__TO DO__. Print all records exactly, pictures left out.

Stored data entries
----------

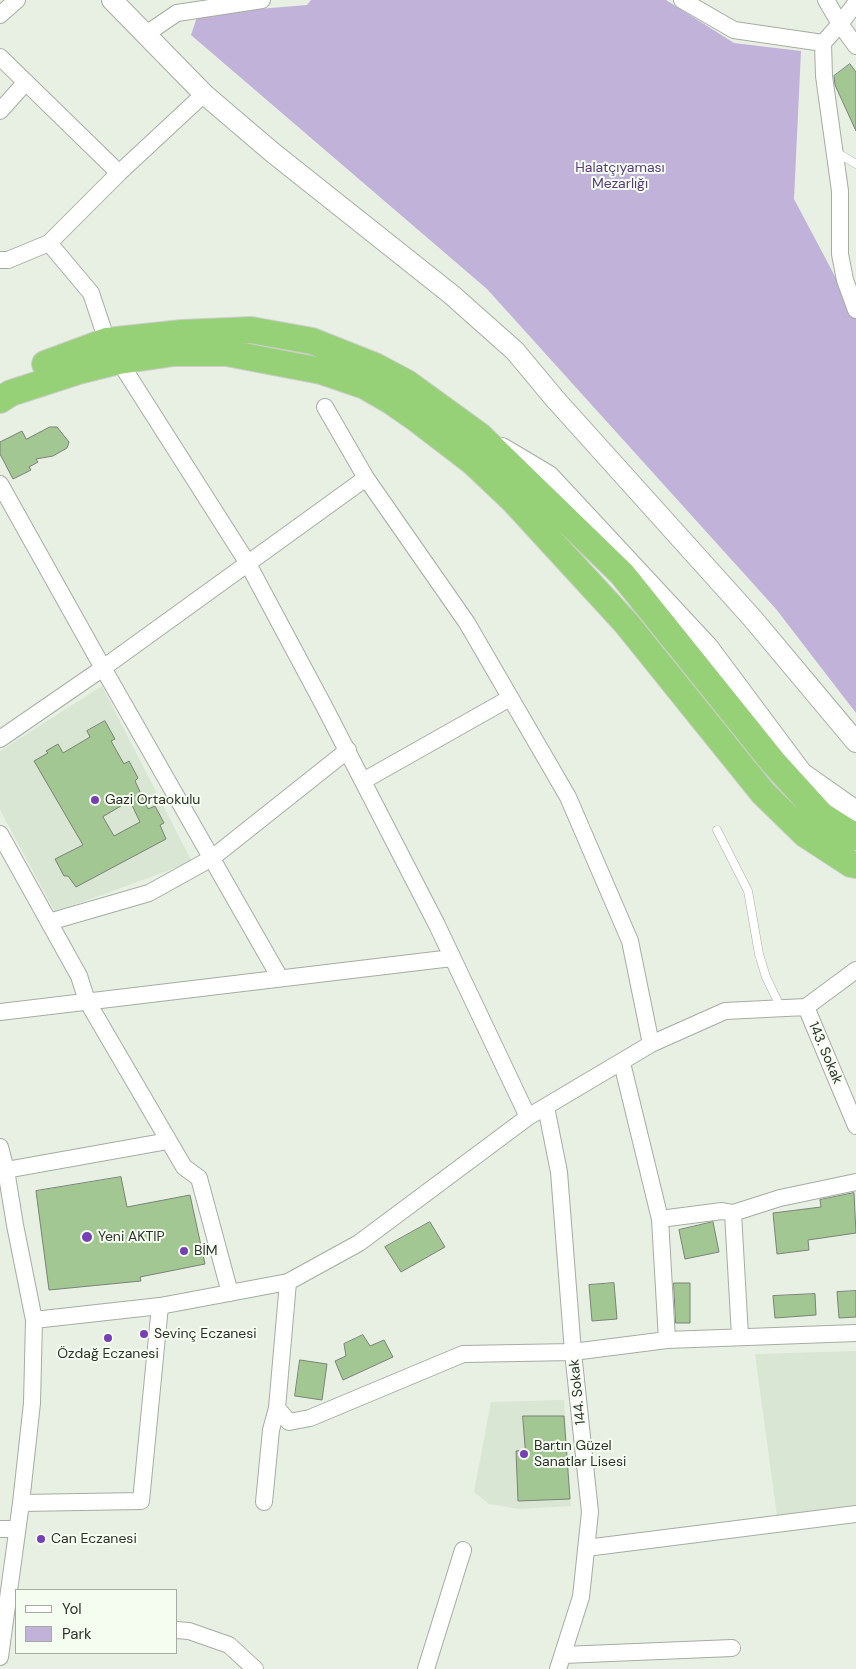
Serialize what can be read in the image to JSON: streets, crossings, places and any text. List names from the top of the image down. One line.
{"streets":{"street":["143. Sokak","144. Sokak"]},"parks":["Halatçıyaması Mezarlığı"],"places":["Gazi Ortaokulu","Yeni AKTIP","BİM","Sevinç Eczanesi","Özdağ Eczanesi","Bartın Güzel Sanatlar Lisesi","Can Eczanesi"],"legend":["Yol","Park"]}
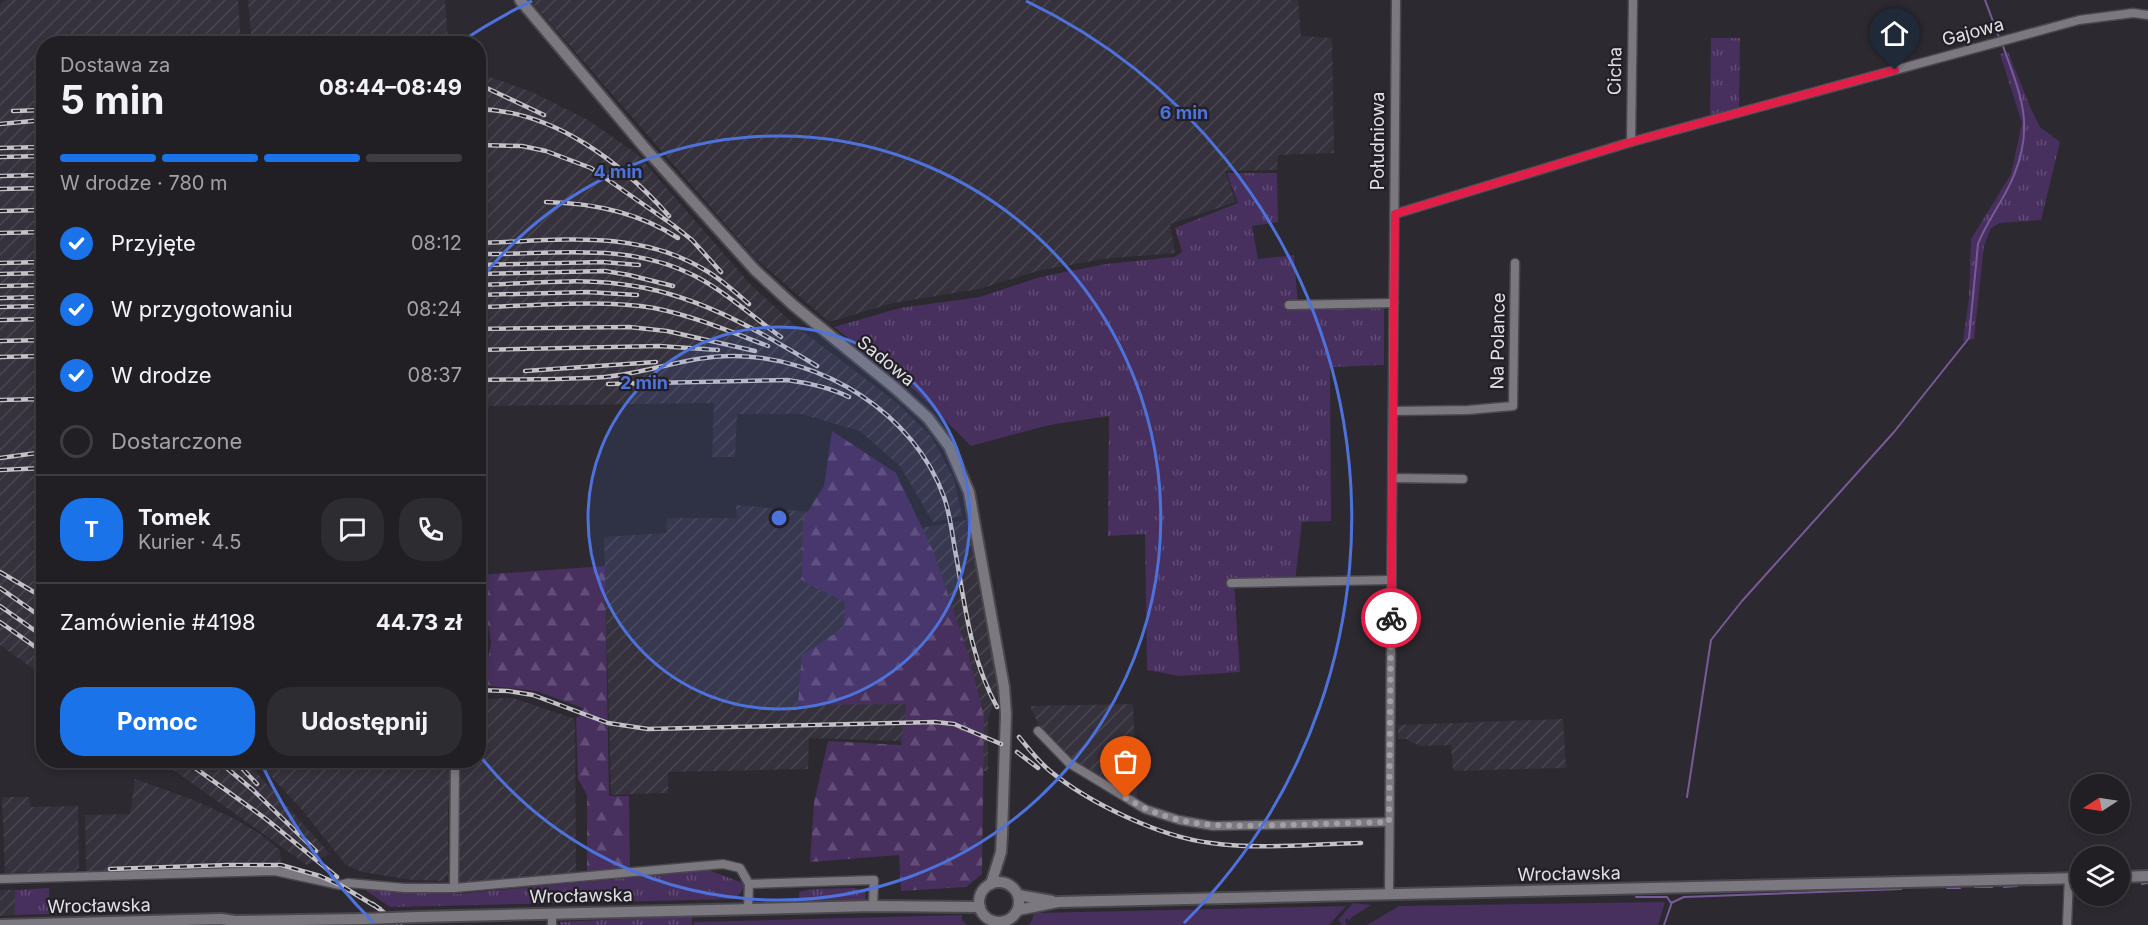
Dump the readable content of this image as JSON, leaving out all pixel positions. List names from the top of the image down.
{
  "streets": {
    "main road": ["Sadowa", "Wrocławska"],
    "street": [
      "Gajowa",
      "Cicha",
      "Południowa",
      "Na Polance"
    ]
  },
  "crossings": [
    ["Gajowa", "Cicha"],
    ["Gajowa", "Południowa"],
    ["Południowa", "Na Polance"],
    ["Południowa", "Wrocławska"],
    ["Sadowa", "Wrocławska"]
  ],
  "north": "left",
  "page": {
    "heading": ["5 min", "Dostawa za", "08:44–08:49"],
    "panel": [
      "Tomek",
      "Kurier · 4.5",
      "Zamówienie #4198",
      "44.73 zł"
    ],
    "bar": "W drodze · 780 m",
    "list": [
      ["Przyjęte", "08:12"],
      ["W przygotowaniu", "08:24"],
      ["W drodze", "08:37"],
      "Dostarczone"
    ],
    "round": "T",
    "buttons": ["Pomoc", "Udostępnij"]
  },
  "rings": ["6 min", "4 min", "2 min"]
}
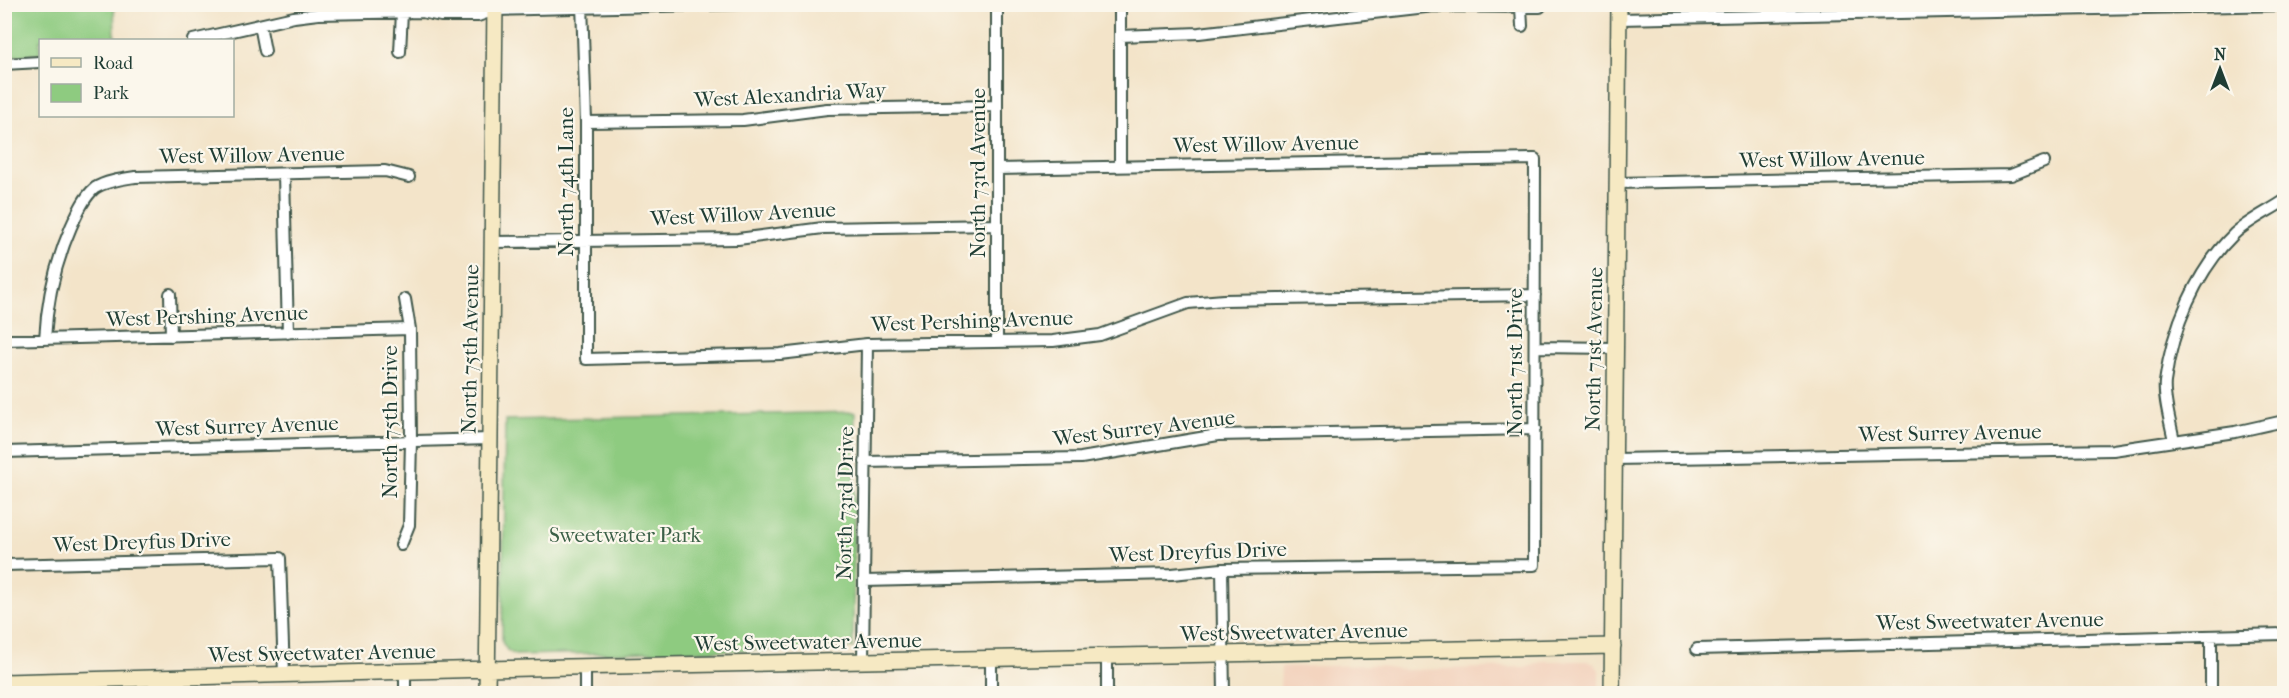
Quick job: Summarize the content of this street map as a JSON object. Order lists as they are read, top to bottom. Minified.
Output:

----------

__RESPONSE AREA__.
Serialize what can be read in the image to JSON: streets, crossings, places and any text. List names from the top of the image down. One line.
{"streets":{"street":["143. Sokak","144. Sokak"]},"parks":["Halatçıyaması Mezarlığı"],"places":["Gazi Ortaokulu","Yeni AKTIP","BİM","Sevinç Eczanesi","Özdağ Eczanesi","Bartın Güzel Sanatlar Lisesi","Can Eczanesi"],"legend":["Yol","Park"]}
Dump the readable content of this image as JSON, leaving out all pixel positions. List names from the top of the image down.
{
  "streets": {
    "main road": ["Sadowa", "Wrocławska"],
    "street": [
      "Gajowa",
      "Cicha",
      "Południowa",
      "Na Polance"
    ]
  },
  "crossings": [
    ["Gajowa", "Cicha"],
    ["Gajowa", "Południowa"],
    ["Południowa", "Na Polance"],
    ["Południowa", "Wrocławska"],
    ["Sadowa", "Wrocławska"]
  ],
  "north": "left",
  "page": {
    "heading": ["5 min", "Dostawa za", "08:44–08:49"],
    "panel": [
      "Tomek",
      "Kurier · 4.5",
      "Zamówienie #4198",
      "44.73 zł"
    ],
    "bar": "W drodze · 780 m",
    "list": [
      ["Przyjęte", "08:12"],
      ["W przygotowaniu", "08:24"],
      ["W drodze", "08:37"],
      "Dostarczone"
    ],
    "round": "T",
    "buttons": ["Pomoc", "Udostępnij"]
  },
  "rings": ["6 min", "4 min", "2 min"]
}
Quick job: Summarize the content of this street map as a JSON object. Order lists as they are read, top to bottom. Minified.
Output:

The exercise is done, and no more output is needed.